Sheesh! I love him, but he makes me crazy!


----------



## Blondilocks (Jul 4, 2013)

Just wait until he starts showing everyone the deck *he* built.

Some people have no imagination so they wait until a project is started and then they take over and claim credit.

Could he be jealous of your talents so he sabotages them? In the future, I'd opt for the vacuum cleaner.


----------



## Cosmos (May 4, 2012)

lifecolorful said:


> Maybe I will just direct him to the vacuum cleaner whenever he's feeling helpful. Not much he can mess up there?
> 
> Sheesh! I love him, but he makes me crazy!


Or encourage him to have his own projects? Ones that don't make too much mess and don't impact on yours?


----------



## heartsbeating (May 2, 2011)

lifecolorful said:


> Thanks, you should see the rock retaining wall I built and cemented along the driveway. I'm a believer in girl power!


First off, you have my admiration.

With the deck - did you both agree you were going to do this together? If you'd discussed and agreed this was a project you were both going to share in, why did you keep working on it when he was too busy? Sure, maybe it wouldn't get done otherwise, but if something is meant to be a shared project why is he not helping or could there have been another time when he wasn't as busy to start it with you?

I feel harsh putting this back on you however if you want him to work on things with you, work it out between you ahead of time to do just that. If he doesn't commit to the project and you go ahead with it anyway, what does that communicate to him? Your actions make his in-actions acceptable. Also maybe he's used to you being more than capable by yourself and getting things done without him. 

Why did he ignore your plans and go ahead with his method. Was the intention to get it done while you were away from a good place? Were the plans discussed and agreed between you?

The cards, well, he's not demonstrating care. I don't know what that's about.


----------



## heartsbeating (May 2, 2011)

Holland said:


> We have just paid $36k for decking, took 3 men over 3 weeks to build it and there was no demolition to be done beforehand. Jobs like this you either pay a professional to do or if as a couple you are capable then you do it *together*.

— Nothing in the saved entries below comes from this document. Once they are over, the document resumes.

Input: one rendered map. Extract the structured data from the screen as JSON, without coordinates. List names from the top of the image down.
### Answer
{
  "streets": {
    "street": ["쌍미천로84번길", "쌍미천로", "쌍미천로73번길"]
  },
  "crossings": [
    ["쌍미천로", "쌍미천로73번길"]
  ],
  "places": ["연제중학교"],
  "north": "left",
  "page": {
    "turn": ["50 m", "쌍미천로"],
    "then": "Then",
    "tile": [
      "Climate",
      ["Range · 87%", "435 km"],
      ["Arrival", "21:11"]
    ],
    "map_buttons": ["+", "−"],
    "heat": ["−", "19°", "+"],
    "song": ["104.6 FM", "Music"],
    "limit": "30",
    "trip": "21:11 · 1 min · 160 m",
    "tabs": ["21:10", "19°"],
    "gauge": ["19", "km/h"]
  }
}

I bet that is one sleek looking deck!


----------



## lifecolorful (Oct 5, 2015)

heartsbeating said:


> First off, you have my admiration.
> 
> With the deck - did you both agree you were going to do this together? If you'd discussed and agreed this was a project you were both going to share in, why did you keep working on it when he was too busy? Sure, maybe it wouldn't get done otherwise, but if something is meant to be a shared project why is he not helping or could there have been another time when he wasn't as busy to start it with you?
> 
> ...


I never solicit his help, anymore. If I start a project I know I'm in it on my own. I, of course, ask him about alterations to the house before hand, like, "Hey, want a new deck? Here's my design." When he does offer to help, up until this point, I was happy to include him, but have found that by doing so, I ended up screwing myself and my projects over. 

I resent his "help" because he takes over without discussing or creates double the work in the long run. Of course in my fantasy-la-la-land-imagination, my H comes in with a hammer and works right beside me and we make speedy progress. That has never happened. 

I don't want his help. The advice I need is, "Hey, when my h offers to help, how do I sweetly, gently turn him down?"

He often says, "We are a great team and get so much work done together!" - he's referencing the deck, the 2100 sqft floors I refinished, etc. Totally maddening, and funny in a longterm perspective. 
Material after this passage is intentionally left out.